Work order: Return each line of the records holding the string "white".

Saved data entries
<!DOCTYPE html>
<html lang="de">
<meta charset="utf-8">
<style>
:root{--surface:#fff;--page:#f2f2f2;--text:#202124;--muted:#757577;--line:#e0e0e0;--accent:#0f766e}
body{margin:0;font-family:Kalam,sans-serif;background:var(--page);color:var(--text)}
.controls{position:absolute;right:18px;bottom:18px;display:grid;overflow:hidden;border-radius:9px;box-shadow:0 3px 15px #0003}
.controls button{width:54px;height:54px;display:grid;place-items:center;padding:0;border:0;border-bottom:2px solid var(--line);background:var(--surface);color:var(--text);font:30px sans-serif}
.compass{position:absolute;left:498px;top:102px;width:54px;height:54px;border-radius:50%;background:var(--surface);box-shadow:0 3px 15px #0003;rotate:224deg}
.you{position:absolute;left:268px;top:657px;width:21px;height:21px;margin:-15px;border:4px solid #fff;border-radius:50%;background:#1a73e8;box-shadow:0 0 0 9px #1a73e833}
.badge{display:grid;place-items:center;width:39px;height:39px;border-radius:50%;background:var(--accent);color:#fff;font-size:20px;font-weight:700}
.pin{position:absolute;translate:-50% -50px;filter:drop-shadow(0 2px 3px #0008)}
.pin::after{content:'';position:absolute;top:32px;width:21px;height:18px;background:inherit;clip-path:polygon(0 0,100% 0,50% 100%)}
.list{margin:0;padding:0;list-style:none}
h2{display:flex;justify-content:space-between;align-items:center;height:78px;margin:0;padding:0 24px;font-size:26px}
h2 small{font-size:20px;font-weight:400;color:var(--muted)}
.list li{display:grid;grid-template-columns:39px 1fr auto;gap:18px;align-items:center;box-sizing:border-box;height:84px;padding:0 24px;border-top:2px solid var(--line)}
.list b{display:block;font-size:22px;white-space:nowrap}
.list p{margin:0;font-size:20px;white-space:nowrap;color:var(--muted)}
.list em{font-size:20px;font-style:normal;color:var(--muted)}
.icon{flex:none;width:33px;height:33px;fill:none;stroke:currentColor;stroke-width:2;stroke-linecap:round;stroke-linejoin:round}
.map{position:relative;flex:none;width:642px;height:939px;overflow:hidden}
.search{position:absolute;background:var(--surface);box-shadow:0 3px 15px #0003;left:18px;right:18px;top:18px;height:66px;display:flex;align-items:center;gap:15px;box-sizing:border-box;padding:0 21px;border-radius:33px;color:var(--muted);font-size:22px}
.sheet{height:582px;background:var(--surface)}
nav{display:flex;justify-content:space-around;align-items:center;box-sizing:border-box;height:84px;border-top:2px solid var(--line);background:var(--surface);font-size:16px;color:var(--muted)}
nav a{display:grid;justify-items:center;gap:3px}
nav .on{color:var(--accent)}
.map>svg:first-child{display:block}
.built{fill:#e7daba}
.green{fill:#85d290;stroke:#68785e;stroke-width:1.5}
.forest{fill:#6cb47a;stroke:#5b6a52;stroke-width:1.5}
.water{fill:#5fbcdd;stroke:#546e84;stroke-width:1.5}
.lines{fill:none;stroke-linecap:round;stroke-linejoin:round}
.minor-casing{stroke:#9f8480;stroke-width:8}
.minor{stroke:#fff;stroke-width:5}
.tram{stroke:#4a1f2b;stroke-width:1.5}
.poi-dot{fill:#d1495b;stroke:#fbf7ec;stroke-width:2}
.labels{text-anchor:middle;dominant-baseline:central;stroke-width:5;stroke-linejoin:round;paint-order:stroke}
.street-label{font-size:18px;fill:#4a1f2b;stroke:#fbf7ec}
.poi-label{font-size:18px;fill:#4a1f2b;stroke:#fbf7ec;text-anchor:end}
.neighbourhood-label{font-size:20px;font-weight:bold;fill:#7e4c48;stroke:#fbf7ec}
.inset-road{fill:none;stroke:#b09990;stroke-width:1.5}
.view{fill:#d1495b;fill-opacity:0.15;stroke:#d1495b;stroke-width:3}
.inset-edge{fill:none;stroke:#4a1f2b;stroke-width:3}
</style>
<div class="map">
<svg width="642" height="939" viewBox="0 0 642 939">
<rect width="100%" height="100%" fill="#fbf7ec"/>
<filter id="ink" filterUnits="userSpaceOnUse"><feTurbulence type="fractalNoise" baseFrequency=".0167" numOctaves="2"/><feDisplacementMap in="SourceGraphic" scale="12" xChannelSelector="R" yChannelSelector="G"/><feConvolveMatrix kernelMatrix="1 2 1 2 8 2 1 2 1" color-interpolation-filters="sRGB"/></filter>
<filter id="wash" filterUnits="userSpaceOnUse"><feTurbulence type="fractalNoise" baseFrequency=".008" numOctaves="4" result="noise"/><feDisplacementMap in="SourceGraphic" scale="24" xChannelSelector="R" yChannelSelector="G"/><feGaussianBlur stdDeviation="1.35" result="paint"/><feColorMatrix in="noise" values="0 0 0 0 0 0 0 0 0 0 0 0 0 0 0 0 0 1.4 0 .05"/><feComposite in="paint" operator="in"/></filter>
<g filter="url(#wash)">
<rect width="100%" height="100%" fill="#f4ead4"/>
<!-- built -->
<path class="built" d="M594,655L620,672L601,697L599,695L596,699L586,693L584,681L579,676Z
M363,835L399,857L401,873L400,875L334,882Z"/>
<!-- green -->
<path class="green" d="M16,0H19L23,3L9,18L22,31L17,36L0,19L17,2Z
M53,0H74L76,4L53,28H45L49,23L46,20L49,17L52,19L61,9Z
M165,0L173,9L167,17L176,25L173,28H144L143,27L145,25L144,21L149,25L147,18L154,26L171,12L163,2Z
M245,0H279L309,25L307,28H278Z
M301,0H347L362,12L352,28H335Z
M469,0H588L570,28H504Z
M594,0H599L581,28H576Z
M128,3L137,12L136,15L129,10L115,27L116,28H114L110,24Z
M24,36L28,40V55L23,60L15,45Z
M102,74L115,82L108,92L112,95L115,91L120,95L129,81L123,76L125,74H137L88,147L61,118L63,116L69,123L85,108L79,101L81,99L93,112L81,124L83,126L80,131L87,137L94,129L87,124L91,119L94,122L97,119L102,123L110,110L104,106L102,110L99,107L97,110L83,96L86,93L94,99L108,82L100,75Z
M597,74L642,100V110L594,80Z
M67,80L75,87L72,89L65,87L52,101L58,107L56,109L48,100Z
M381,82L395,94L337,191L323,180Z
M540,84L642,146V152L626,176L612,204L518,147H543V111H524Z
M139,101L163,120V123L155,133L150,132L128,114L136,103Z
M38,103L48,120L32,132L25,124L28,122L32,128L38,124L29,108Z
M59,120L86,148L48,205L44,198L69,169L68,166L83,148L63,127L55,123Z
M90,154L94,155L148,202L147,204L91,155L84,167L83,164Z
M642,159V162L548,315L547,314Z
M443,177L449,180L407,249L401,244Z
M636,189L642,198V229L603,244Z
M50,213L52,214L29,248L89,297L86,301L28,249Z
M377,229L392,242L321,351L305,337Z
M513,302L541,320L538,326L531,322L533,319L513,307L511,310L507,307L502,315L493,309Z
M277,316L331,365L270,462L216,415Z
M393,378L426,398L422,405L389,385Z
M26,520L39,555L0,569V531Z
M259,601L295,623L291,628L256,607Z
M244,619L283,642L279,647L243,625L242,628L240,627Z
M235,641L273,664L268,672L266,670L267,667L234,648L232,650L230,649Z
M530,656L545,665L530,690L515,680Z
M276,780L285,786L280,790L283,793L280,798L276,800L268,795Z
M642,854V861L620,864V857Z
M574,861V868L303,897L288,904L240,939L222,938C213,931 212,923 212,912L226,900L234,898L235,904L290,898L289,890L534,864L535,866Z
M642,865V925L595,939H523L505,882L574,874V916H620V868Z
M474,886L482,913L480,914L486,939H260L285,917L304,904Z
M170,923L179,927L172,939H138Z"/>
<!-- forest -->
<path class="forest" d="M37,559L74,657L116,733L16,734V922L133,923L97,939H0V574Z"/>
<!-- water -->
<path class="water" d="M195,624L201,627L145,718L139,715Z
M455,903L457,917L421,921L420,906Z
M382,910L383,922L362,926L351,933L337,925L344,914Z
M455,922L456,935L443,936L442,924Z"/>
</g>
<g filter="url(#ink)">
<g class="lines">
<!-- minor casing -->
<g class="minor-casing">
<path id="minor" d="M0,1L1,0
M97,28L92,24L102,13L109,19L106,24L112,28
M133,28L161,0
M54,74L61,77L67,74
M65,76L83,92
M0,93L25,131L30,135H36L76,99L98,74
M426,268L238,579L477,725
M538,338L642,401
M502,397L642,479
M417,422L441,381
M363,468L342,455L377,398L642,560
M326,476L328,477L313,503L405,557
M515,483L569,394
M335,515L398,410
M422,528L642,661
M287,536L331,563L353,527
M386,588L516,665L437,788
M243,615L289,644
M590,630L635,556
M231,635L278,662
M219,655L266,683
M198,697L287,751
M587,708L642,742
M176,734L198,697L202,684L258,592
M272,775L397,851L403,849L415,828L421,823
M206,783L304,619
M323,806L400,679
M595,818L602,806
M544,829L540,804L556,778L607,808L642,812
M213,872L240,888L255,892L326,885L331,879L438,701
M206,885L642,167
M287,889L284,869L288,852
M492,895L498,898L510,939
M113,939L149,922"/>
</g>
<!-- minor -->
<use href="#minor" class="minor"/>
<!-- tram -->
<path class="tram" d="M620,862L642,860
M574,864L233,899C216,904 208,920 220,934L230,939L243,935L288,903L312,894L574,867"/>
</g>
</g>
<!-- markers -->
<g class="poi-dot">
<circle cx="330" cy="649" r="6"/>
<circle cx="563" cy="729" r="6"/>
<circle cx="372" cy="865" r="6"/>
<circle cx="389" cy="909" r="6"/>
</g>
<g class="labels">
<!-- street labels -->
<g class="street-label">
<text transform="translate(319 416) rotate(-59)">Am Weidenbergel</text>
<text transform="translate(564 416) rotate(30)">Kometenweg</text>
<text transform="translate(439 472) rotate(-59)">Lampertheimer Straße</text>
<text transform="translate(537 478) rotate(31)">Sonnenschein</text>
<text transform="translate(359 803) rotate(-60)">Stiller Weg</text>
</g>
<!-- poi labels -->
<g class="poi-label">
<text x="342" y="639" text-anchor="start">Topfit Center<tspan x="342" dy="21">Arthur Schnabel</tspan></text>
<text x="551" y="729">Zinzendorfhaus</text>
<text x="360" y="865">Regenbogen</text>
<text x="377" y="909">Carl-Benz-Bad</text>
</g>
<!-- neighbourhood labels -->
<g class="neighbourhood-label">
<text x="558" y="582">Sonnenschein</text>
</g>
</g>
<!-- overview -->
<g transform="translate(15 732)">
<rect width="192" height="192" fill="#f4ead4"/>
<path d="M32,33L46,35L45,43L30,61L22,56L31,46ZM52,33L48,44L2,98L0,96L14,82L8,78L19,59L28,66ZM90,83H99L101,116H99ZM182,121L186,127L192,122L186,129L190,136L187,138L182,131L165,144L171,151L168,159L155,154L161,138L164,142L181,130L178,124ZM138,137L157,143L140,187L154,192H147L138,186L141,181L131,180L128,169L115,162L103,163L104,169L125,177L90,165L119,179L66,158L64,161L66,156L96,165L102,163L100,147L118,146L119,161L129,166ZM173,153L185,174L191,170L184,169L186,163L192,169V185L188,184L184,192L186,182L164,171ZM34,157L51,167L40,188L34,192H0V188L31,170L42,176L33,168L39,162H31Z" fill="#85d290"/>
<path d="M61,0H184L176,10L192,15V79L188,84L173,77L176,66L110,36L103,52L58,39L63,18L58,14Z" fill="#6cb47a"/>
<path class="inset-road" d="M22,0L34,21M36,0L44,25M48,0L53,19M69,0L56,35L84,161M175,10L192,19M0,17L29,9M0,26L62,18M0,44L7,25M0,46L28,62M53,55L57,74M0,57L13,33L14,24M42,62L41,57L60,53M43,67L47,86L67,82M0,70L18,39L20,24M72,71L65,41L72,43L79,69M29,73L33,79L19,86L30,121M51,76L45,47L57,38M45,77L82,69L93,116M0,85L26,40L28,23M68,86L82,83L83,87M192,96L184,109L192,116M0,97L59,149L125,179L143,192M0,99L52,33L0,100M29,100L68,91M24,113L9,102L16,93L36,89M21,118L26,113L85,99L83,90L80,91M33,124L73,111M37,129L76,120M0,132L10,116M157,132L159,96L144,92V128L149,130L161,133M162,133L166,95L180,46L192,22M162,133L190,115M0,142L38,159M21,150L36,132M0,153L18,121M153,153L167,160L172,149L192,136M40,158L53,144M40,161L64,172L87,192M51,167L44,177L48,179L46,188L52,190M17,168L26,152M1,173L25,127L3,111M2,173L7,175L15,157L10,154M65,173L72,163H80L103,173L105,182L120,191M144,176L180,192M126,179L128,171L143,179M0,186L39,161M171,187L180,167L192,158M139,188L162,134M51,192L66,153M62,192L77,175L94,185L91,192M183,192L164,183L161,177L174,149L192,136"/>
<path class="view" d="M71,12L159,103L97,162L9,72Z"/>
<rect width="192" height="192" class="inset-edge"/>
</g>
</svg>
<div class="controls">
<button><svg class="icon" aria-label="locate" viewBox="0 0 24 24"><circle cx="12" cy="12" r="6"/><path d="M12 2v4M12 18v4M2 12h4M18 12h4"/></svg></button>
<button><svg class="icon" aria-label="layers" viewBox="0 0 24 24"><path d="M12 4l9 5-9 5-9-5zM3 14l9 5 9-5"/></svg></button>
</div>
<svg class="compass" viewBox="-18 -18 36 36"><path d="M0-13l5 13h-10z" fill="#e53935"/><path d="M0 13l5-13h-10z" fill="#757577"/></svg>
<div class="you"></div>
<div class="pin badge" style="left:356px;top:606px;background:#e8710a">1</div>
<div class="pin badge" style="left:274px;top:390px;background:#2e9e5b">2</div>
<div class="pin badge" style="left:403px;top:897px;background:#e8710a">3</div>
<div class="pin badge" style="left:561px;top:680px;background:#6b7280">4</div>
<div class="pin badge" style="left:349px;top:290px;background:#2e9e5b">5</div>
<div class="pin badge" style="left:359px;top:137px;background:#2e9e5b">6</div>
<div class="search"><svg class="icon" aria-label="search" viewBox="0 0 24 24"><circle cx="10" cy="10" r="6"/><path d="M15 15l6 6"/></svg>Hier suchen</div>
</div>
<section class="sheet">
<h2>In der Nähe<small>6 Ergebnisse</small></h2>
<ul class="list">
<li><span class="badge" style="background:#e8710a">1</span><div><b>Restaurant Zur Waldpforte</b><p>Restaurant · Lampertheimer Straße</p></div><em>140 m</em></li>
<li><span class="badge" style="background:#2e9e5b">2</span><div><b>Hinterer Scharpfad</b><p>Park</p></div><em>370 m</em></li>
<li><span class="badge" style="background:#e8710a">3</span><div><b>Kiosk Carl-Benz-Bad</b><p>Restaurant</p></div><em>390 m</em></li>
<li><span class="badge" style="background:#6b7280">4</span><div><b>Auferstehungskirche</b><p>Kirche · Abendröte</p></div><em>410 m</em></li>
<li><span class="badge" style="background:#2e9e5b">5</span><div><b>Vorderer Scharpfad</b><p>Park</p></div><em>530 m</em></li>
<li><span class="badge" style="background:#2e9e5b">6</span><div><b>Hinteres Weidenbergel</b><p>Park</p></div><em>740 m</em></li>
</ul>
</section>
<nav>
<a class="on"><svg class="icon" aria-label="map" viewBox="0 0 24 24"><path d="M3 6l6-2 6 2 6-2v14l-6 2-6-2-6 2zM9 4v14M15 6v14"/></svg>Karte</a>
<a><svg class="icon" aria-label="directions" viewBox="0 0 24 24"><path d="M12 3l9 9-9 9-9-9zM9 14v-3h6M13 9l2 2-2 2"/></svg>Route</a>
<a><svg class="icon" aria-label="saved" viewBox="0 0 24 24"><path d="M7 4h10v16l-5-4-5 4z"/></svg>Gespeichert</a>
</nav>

Answer section:
.list b{display:block;font-size:22px;white-space:nowrap}
.list p{margin:0;font-size:20px;white-space:nowrap;color:var(--muted)}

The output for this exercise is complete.